### WORK TO BE COMPLETED
Make an exact copy of all the entries shown below.

### EXERCISE INPUT
************
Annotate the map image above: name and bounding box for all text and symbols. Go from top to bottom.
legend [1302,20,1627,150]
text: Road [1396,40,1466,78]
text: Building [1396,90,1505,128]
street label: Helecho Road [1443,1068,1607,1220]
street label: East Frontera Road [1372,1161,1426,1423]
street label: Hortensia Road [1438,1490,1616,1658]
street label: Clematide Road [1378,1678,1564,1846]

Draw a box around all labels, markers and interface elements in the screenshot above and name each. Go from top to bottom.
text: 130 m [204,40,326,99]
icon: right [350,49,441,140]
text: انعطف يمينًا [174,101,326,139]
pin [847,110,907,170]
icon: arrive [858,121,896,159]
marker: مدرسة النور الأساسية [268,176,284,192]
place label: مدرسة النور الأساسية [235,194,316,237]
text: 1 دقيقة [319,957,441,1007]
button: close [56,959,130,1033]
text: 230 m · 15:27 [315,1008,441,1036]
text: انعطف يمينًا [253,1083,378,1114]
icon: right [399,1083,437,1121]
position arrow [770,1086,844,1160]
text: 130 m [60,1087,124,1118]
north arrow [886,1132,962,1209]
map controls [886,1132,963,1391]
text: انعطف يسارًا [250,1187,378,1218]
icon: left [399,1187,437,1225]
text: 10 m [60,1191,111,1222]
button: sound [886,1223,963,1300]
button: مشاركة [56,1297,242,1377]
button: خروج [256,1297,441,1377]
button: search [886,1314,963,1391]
************
### REPLY
Annotate the map image above: name and bounding box for all text and symbols. Go from top to bottom.
legend [1302,20,1627,150]
text: Road [1396,40,1466,78]
text: Building [1396,90,1505,128]
street label: Helecho Road [1443,1068,1607,1220]
street label: East Frontera Road [1372,1161,1426,1423]
street label: Hortensia Road [1438,1490,1616,1658]
street label: Clematide Road [1378,1678,1564,1846]

Draw a box around all labels, markers and interface elements in the screenshot above and name each. Go from top to bottom.
text: 130 m [204,40,326,99]
icon: right [350,49,441,140]
text: انعطف يمينًا [174,101,326,139]
pin [847,110,907,170]
icon: arrive [858,121,896,159]
marker: مدرسة النور الأساسية [268,176,284,192]
place label: مدرسة النور الأساسية [235,194,316,237]
text: 1 دقيقة [319,957,441,1007]
button: close [56,959,130,1033]
text: 230 m · 15:27 [315,1008,441,1036]
text: انعطف يمينًا [253,1083,378,1114]
icon: right [399,1083,437,1121]
position arrow [770,1086,844,1160]
text: 130 m [60,1087,124,1118]
north arrow [886,1132,962,1209]
map controls [886,1132,963,1391]
text: انعطف يسارًا [250,1187,378,1218]
icon: left [399,1187,437,1225]
text: 10 m [60,1191,111,1222]
button: sound [886,1223,963,1300]
button: مشاركة [56,1297,242,1377]
button: خروج [256,1297,441,1377]
button: search [886,1314,963,1391]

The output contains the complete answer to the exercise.